Today these do not seem very funny, though a mask like this one (not by Michelangelo) might make us crack a smile:
Could mockery have been the aim of this mask by Michelangelo on the keystone of the Porta Pia in Rome?
The three masks by Michelangelo are taken from Ludwig Goldscheider’s unsurpassed Michelangelo: Paintings, Sculpture, Architecture, first published in 1953 by Phaidon Press, Ltd.
I don’t think Renaissance invented that much in the field… The Tragedy and comedy masks are Greek and Romans… And the meanest the joke, the better, in antiquity, Renaissance and today… I think…
Swallows, they look like gargoyles to me. I looked up the term in Wikipedia, there are some pics of gargoyles very much like these.
I love Michelangelo’s, they’re very cool.
erika: but gargoyles are water spouts: they had a function. And anyway, they try to be funny or fantastic. What do you think Michelangelo intended with his masks? Were they only curious ornament? Do you think he thought they would make you smile? The ones on the cuirass must have been to provoke or intimidate–there was a tradition of Medusa heads on weapons. Weren’t these men roaring like a lion?
Danu: I know Michelangelo took the idea from old Rome and Greece. I only wondered whether they were merely an exercise in design–a curious fantasy;or whether there was a point to them that I miss.

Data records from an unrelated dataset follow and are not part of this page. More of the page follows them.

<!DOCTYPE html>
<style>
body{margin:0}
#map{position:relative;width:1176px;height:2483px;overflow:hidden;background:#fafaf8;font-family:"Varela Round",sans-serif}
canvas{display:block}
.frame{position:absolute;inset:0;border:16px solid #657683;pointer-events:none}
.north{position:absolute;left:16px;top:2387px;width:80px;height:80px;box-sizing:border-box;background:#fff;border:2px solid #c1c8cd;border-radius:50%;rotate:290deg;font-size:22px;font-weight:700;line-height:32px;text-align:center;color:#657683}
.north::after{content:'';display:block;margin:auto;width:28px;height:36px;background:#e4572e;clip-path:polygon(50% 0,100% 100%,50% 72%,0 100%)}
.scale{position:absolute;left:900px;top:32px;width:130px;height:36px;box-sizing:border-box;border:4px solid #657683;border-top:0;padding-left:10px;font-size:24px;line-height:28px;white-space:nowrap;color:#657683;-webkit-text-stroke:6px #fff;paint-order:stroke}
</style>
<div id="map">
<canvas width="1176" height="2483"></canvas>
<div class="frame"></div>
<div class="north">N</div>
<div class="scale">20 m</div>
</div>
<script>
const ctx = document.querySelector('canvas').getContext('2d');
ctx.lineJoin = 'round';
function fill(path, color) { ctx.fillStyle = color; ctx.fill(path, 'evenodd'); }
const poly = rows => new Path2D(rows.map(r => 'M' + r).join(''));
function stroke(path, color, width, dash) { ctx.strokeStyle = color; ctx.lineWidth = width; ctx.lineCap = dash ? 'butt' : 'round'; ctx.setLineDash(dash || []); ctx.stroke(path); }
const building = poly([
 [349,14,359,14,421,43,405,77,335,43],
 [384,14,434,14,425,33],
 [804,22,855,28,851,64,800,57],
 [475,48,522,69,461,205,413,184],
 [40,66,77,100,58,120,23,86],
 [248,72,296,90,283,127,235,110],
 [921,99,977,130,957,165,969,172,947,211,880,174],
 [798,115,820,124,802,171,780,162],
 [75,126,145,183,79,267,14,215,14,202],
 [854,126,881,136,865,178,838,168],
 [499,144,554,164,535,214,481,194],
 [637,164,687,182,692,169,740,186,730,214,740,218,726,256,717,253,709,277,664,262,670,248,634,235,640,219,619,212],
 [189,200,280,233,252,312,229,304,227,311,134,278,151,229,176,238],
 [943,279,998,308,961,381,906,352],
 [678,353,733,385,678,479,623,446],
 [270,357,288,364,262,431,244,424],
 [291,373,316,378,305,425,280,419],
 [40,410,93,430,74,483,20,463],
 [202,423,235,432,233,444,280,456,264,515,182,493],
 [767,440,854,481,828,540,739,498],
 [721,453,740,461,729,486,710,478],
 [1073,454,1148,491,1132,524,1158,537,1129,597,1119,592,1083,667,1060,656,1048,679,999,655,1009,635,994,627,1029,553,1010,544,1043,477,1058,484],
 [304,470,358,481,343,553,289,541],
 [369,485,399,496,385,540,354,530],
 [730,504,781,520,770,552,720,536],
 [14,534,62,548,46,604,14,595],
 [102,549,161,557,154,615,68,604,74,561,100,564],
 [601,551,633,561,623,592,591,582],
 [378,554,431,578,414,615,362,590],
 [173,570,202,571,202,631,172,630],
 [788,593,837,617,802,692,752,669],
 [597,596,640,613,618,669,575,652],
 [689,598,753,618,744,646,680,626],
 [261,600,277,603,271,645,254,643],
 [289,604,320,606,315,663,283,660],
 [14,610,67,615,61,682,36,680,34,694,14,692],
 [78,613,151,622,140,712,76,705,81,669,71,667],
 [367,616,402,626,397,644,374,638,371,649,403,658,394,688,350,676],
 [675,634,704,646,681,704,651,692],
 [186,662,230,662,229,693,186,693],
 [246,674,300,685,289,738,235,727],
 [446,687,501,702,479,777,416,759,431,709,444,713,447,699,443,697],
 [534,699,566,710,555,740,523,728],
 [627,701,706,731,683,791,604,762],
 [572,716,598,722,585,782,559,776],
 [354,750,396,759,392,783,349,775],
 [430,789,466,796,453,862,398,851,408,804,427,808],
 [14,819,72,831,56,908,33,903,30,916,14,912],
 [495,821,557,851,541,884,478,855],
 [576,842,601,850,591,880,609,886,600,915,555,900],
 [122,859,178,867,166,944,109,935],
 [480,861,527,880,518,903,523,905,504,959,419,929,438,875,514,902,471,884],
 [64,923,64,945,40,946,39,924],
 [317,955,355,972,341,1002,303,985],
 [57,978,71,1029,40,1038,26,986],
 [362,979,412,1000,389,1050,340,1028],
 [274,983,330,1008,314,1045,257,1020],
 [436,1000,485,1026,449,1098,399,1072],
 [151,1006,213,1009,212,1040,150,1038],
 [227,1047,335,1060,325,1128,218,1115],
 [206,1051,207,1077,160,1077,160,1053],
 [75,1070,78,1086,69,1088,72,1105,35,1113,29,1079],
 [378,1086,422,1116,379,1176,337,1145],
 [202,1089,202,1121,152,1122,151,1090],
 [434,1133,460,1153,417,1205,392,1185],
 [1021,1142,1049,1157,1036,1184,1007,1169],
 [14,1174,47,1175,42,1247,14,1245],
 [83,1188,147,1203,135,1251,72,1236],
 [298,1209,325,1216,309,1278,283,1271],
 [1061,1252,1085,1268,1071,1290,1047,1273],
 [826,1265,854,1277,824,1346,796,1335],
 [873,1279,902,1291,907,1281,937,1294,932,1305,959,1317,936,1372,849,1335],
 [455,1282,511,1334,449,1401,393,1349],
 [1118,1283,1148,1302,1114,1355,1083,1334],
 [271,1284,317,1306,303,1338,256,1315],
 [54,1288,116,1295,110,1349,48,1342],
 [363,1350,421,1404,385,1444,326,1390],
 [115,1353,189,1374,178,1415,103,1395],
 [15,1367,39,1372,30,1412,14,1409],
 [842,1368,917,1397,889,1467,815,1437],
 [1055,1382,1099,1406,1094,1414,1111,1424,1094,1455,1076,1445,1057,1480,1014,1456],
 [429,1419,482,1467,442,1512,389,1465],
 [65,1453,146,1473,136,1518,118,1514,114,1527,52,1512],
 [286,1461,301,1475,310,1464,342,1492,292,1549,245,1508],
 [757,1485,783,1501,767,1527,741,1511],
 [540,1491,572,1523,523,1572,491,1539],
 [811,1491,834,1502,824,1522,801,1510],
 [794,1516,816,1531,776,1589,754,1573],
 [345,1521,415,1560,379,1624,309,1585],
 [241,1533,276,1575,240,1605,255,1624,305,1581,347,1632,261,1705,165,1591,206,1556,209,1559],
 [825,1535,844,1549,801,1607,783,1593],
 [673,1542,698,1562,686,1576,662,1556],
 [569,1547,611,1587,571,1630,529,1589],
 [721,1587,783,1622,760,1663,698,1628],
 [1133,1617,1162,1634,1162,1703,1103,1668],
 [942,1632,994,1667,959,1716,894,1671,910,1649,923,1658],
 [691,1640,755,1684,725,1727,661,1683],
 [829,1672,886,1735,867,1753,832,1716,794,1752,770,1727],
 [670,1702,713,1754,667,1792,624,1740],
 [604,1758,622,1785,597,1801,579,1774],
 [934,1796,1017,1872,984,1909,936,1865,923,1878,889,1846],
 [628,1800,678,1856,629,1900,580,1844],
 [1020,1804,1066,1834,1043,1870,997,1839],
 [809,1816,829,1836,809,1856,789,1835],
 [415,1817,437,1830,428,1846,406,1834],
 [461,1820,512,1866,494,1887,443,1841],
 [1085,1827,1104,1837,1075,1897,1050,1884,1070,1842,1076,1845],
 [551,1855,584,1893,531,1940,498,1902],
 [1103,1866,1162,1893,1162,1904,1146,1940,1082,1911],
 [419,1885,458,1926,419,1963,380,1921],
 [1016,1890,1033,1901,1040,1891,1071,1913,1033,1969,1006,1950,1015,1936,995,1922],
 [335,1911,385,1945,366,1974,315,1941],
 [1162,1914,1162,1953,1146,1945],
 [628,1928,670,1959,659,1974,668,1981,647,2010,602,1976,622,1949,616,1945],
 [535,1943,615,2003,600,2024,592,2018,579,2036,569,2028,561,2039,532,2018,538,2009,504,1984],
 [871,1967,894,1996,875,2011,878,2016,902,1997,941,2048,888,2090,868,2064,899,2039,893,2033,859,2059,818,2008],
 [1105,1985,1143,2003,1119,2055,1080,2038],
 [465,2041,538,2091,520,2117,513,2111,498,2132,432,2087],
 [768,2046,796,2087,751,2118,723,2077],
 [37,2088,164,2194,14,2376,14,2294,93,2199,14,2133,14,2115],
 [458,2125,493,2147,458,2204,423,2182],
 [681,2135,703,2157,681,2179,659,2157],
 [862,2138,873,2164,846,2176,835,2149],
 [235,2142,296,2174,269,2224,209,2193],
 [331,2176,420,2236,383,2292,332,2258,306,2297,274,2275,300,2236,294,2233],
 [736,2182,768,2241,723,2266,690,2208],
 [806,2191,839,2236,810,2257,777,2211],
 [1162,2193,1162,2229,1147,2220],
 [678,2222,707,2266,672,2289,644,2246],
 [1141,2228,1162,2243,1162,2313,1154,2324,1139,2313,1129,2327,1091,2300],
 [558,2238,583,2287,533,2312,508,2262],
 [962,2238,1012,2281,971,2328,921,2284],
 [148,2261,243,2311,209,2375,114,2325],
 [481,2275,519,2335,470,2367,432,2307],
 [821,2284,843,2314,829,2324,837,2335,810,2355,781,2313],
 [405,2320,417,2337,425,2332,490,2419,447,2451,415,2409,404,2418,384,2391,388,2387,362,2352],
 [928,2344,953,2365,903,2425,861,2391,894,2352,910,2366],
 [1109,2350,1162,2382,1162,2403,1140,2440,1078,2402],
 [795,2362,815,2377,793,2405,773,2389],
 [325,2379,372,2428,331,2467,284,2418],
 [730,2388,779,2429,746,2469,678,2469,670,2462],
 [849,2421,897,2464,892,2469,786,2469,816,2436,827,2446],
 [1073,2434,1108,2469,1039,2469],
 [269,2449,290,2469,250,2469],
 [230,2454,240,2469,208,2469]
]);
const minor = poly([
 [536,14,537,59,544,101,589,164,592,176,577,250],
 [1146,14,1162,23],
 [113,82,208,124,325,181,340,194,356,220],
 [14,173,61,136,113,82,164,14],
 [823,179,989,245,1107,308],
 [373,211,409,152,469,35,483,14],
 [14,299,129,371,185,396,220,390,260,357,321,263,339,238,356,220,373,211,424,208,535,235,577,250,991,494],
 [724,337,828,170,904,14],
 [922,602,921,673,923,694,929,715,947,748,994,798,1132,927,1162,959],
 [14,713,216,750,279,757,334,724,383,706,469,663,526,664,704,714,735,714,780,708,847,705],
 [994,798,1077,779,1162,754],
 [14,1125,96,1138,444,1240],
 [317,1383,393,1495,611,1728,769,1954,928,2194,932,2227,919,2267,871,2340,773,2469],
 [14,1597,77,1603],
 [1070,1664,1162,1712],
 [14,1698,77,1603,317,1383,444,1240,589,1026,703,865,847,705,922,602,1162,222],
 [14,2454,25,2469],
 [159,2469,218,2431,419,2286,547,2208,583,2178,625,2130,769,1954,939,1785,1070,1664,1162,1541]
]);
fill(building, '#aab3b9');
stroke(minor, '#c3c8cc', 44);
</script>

My understanding was gargoyles were originally used as waterspouts, but later, in mediavel times, they were also used as ornaments on buildings and churches- and they were called chimera.
Both gargoyle and chimera were grotesque, mythic, fantastic creatures. You might be right about what Michelangelo intended them for. I find them beautifully grotesque but they don’t make me smile.